How did CenterPoint Properties spend $150 million in tax dollars made available by the village of Elwood, and how much of the developer's promised $840 million investment was really made? The village is taking CenterPoint to court to find out.
The village filed a lawsuit in Cook County Circuit Court last week to force CenterPoint Intermodal LLC and CenterPoint Realty Services Inc. to detail how they spent the local tax money received through a tax increment financing (TIF) district formed to develop the 1,820-acre Deer Run Industrial Park on the former Joliet Arsenal property. Those funds helped develop the nation's largest inland port.
The village, population 2,300, has been declared in default under the terms of the TIF notes and the indenture trust by The Bank of New York Mellon Trust Company. The village's lawsuit also names the trust company as a defendant, and maintains that the declaration of default is wrongful.
When a TIF district is established, local taxing bodies continue to collect the amount of property tax they currently receive from the district; the base amount. When additional [incremental] taxes are generated because the development has increased the value of the property, the associated incremental taxes go into the TIF fund and are used to reimburse the developer's qualified costs or reduce the outstanding obligations the municipality incurred for economic development costs.
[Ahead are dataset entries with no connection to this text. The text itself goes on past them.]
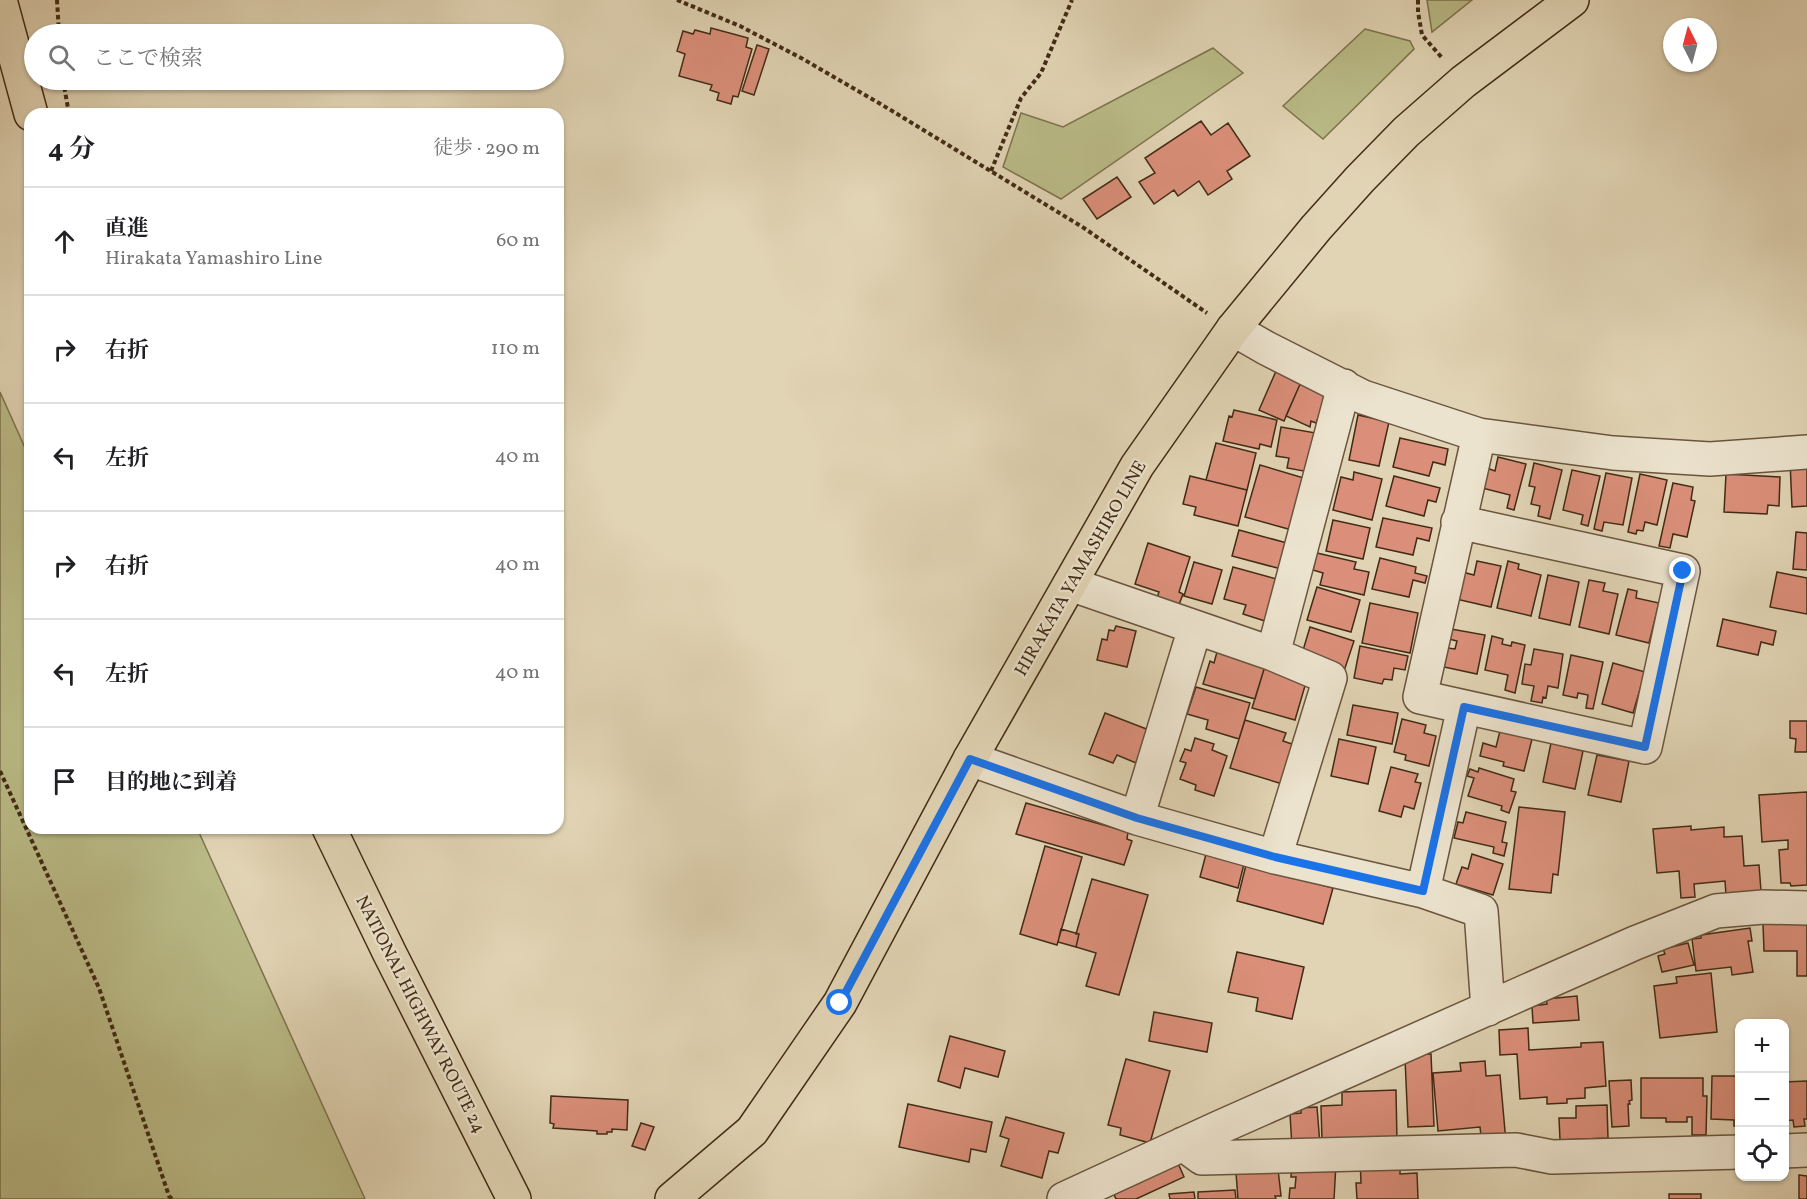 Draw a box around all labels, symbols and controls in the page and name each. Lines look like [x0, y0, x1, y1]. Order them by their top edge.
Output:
north arrow [1663, 18, 1717, 72]
search box [24, 24, 564, 90]
icon: search [45, 41, 78, 74]
text: ここで検索 [93, 44, 203, 75]
text: 4 分 [48, 132, 95, 168]
text: 徒歩 · 290 m [433, 135, 540, 163]
text: 直進 [105, 214, 149, 245]
icon: ahead [48, 225, 81, 258]
text: 60 m [496, 227, 540, 255]
text: Hirakata Yamashiro Line [105, 245, 322, 273]
icon: right [48, 333, 81, 366]
text: 110 m [491, 335, 540, 363]
text: 右折 [105, 336, 149, 367]
icon: left [48, 441, 81, 474]
text: 40 m [495, 443, 540, 471]
text: 左折 [105, 444, 149, 475]
street label: HIRAKATA YAMASHIRO LINE [1009, 456, 1154, 681]
icon: right [48, 549, 81, 582]
text: 40 m [495, 551, 540, 579]
text: 右折 [105, 552, 149, 583]
route end [1669, 557, 1695, 583]
icon: left [48, 657, 81, 690]
text: 40 m [495, 659, 540, 687]
text: 左折 [105, 660, 149, 691]
icon: arrive [48, 765, 81, 798]
text: 目的地に到着 [105, 768, 237, 799]
street label: NATIONAL HIGHWAY ROUTE 24 [349, 891, 491, 1138]
route start [826, 989, 852, 1015]
map controls [1735, 1019, 1789, 1181]
button: + [1735, 1019, 1789, 1073]
button: − [1735, 1073, 1789, 1127]
button: locate [1735, 1127, 1789, 1181]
TIF financing is a valuable tool for municipalities, because they can issue notes to make public funds available to subsidize certain project costs, but limit their repayment obligation to the incremental tax revenue generated by the increased property values of the completed development, as happened in Elwood.
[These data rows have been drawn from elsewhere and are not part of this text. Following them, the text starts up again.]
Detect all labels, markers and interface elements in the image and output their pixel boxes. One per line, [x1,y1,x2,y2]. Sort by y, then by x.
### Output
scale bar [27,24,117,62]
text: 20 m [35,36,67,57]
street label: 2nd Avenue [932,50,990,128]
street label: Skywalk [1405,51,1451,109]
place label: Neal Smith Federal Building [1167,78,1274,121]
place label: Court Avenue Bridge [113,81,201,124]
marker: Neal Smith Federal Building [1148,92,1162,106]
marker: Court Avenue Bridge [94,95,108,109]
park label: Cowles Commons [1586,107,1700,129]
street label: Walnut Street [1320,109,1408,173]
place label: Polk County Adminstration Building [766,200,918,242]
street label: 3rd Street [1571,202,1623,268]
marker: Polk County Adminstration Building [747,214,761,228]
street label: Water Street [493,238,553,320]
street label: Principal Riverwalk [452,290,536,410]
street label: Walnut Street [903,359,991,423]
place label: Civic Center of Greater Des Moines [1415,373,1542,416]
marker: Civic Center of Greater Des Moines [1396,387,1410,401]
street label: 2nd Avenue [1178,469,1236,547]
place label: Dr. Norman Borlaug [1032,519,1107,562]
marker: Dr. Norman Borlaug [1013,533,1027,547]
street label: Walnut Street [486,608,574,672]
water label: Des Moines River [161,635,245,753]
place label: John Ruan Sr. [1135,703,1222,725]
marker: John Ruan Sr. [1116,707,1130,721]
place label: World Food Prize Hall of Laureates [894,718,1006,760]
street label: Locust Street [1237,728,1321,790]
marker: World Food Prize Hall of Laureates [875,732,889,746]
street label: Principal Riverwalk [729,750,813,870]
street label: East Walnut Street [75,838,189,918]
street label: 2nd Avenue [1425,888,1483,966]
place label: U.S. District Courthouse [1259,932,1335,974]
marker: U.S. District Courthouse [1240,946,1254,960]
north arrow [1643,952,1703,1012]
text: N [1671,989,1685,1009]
"TIF is a tool that when used appropriately can do some awesome things for the public," said Mary Riordan, of Mary Riordan Ltd., the village's TIF attorney.
In 2000, the Village Board, led by President Jim Clementi, annexed the land, rezoned it and created the TIF district, without which CenterPoint said the project would not be economically viable.
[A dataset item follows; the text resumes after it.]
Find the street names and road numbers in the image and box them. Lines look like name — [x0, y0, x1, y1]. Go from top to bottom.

Village officials were told that in exchange for creating the TIF district, CenterPoint would invest $840 million of its own money to develop the Deer Run Industrial Park, which was supposed to include manufacturing uses and retail stores, restaurants and hotels.
The project was expected to create up to 12,000 jobs and generate $20 million to $40 million in annual incremental tax revenue. But no hotel, retail or manufacturing facilities were ever built and only 3,800 jobs have been created, the lawsuit contends. The project has turned out to be mostly warehousing, with lower wage jobs.
According to the lawsuit, CenterPoint has requested building permits for construction of still more warehouses, with no prospect for retail, commercial or manufacturing development.
The village issued $150 million in TIF notes, at 10 percent interest until the end of their term in 2023. In the past seven years, the village has paid CenterPoint over $45 million in public tax dollars, and the project is not coming close to producing the $20 million to $40 million in annual incremental tax revenue that CenterPoint projected. In 2012, Deer Run generated just $7.7 million - not even enough to pay the annual interest, let alone retire the principal balance on the TIF. Riordan said typically, if the incremental revenue falls short, the obligation doesn't get paid, and the note buyer takes the loss.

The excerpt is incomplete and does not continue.